«Une affaire qui appartient au passé», clament les banques

Le standard téléphonique de HSBC n’était pas le seul à être pris d’assaut lundi. Celui de l’Association suisse des banquiers (ASB), basée à Bâle, a lui aussi beaucoup sonné. Au bout du fil, l’association faîtière évoque «une histoire qui appartient au passé». Un «cas isolé» qu’il ne lui appartient pas de commenter.

Sur le fond, l’ASB souligne néanmoins que, «depuis plusieurs années, les banques en Suisse revendiquent une stratégie de conformité fiscale de la place financière». Autrement dit, qu’elles se sont adaptées au monde de la transparence. Dans une réponse adressée au Temps , elle dresse ainsi une liste des mesures prises depuis 2009: conformité aux standards internationaux de l’OCDE, signature de nombreux accords fiscaux (y compris avec des pays membres de l’Union européenne), mise en place d’un système d’impôt libératoire [Rubik] puis, quand il s’est avéré que celui-ci ne s’imposerait pas au niveau international, engagement en faveur de l’échange automatique de renseignements.

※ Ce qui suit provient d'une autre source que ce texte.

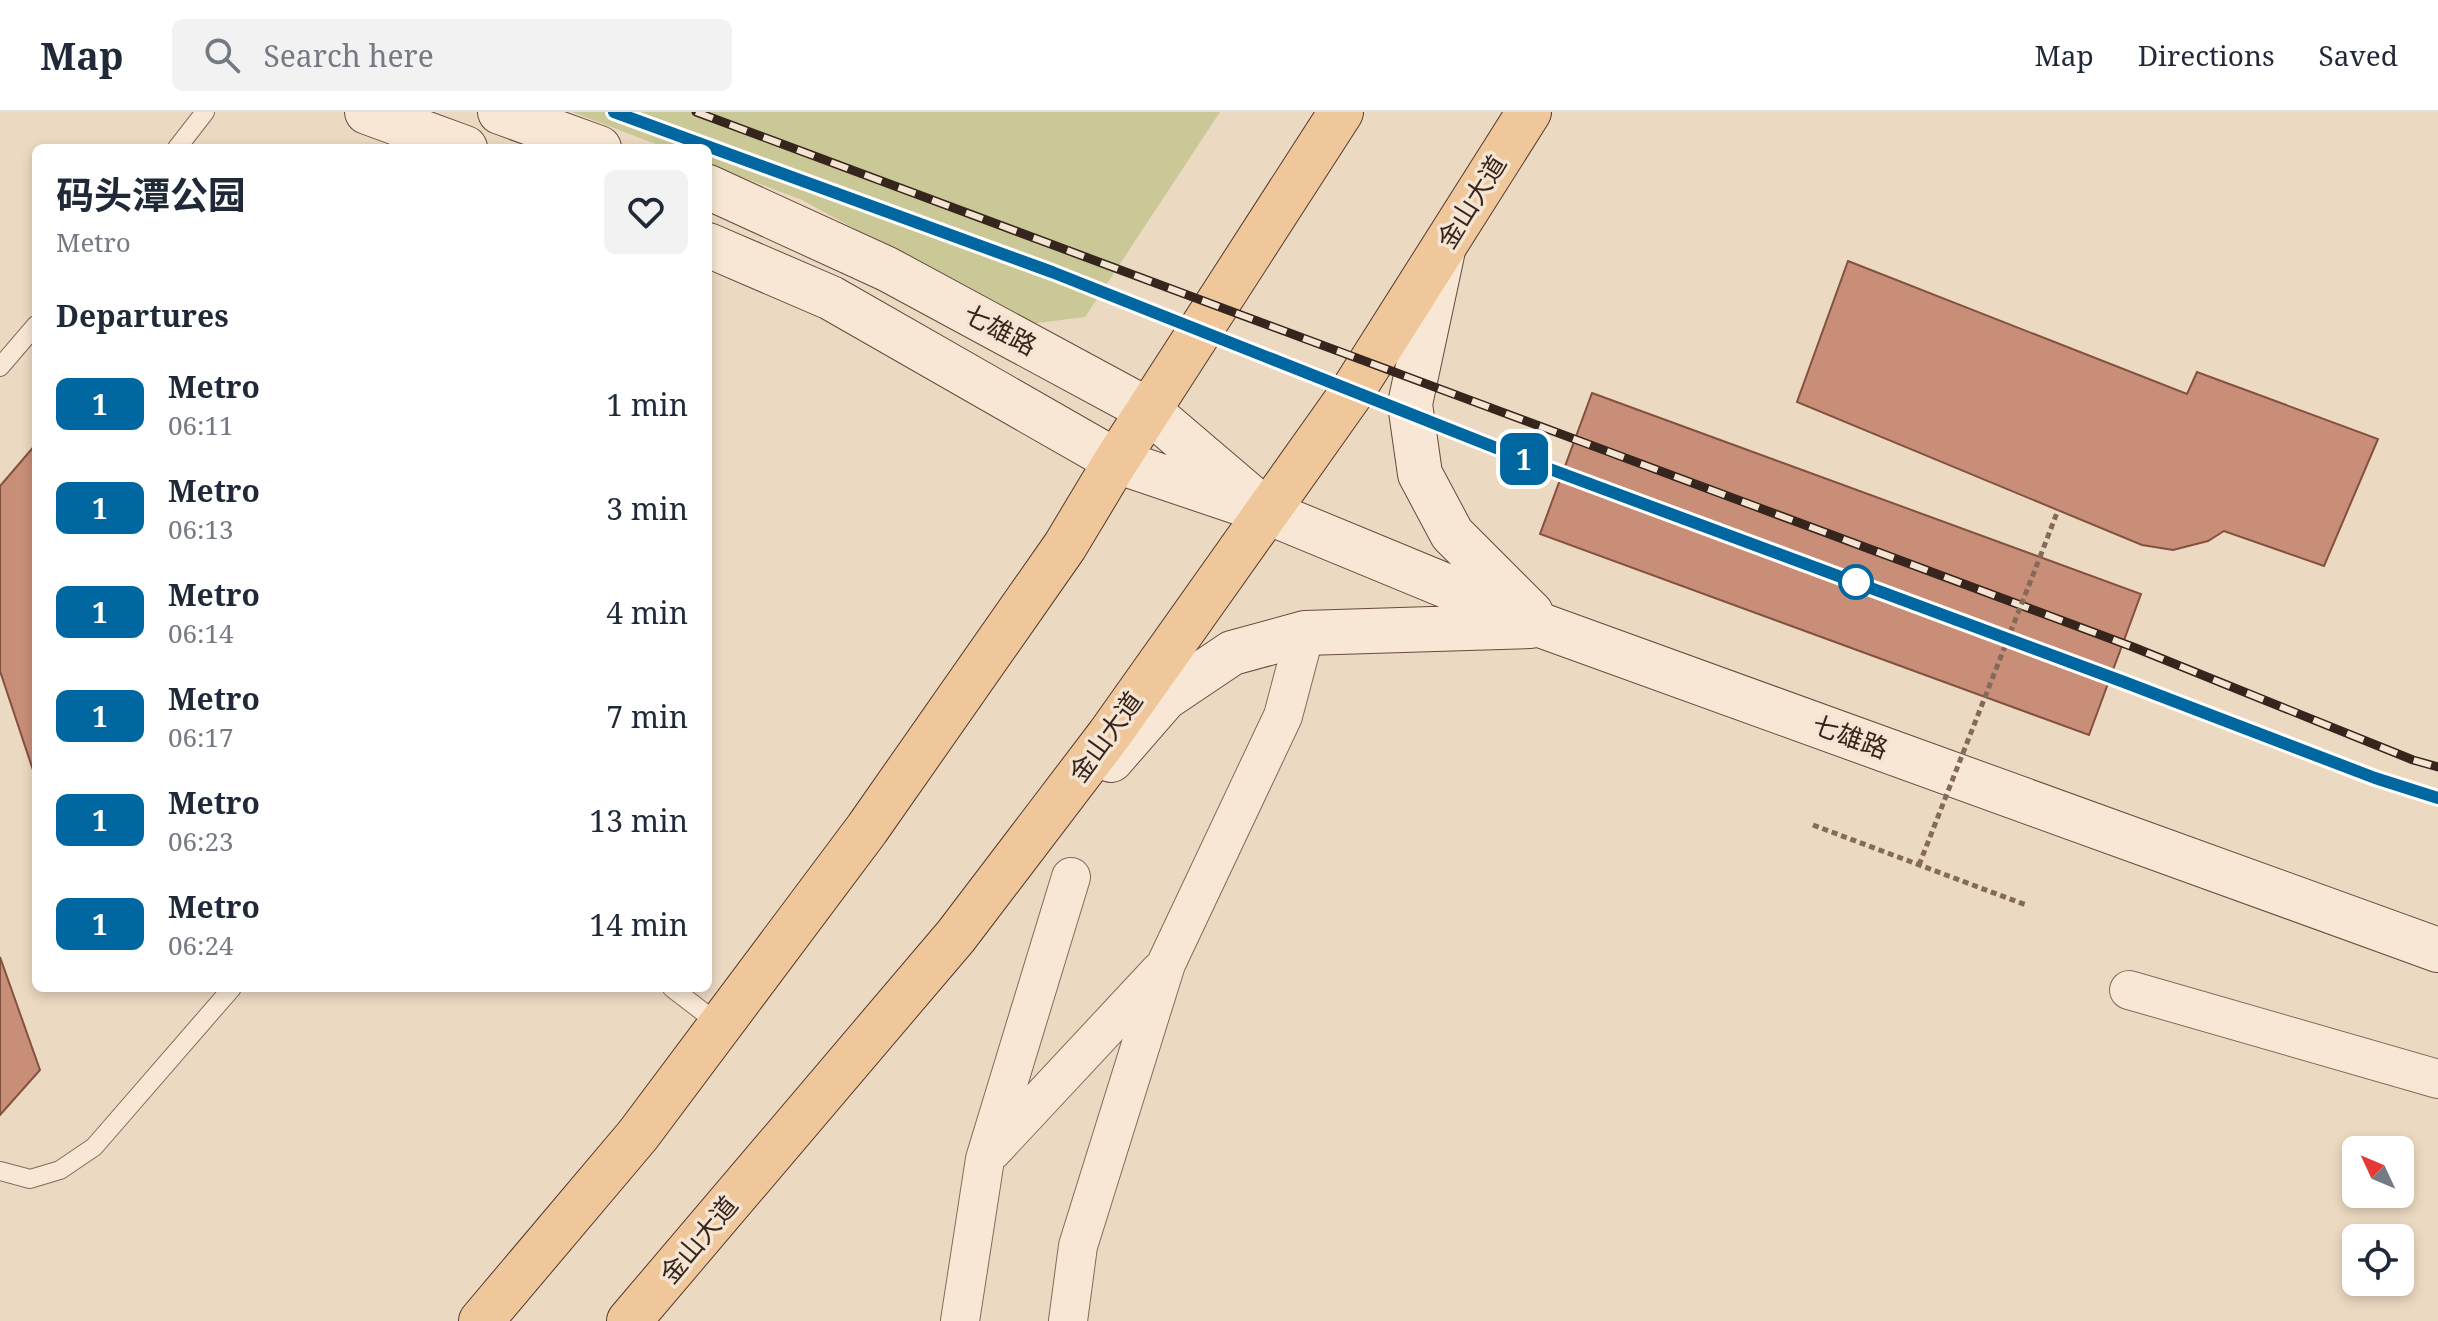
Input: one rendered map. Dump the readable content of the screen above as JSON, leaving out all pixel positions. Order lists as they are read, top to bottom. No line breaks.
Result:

Le constat est le même du côté de Michel Dérobert. Le directeur de l’Association de banques privées suisses parle d’un «temps révolu, d’une situation qui, si elle était possible hier, ne l’est plus aujourd’hui». Le Genevois ne cache cependant pas que l’étalement de cette affaire sur la place publique représente de la «mauvaise publicité» pour la place financière. «Même si les éléments divulgués étaient déjà connus pour la plupart», précise-t-il.

2018 en ligne de mire

Malgré tout, Michel Dérobert entend rester positif. Il observe que la page [du secret bancaire] a été tournée, «en grande partie». Et que, si «la place financière a déjà largement donné le tour, elle passera véritablement à autre chose en 2018, lorsque l’échange automatique sera mis en place avec de nombreux pays, en particulier européens».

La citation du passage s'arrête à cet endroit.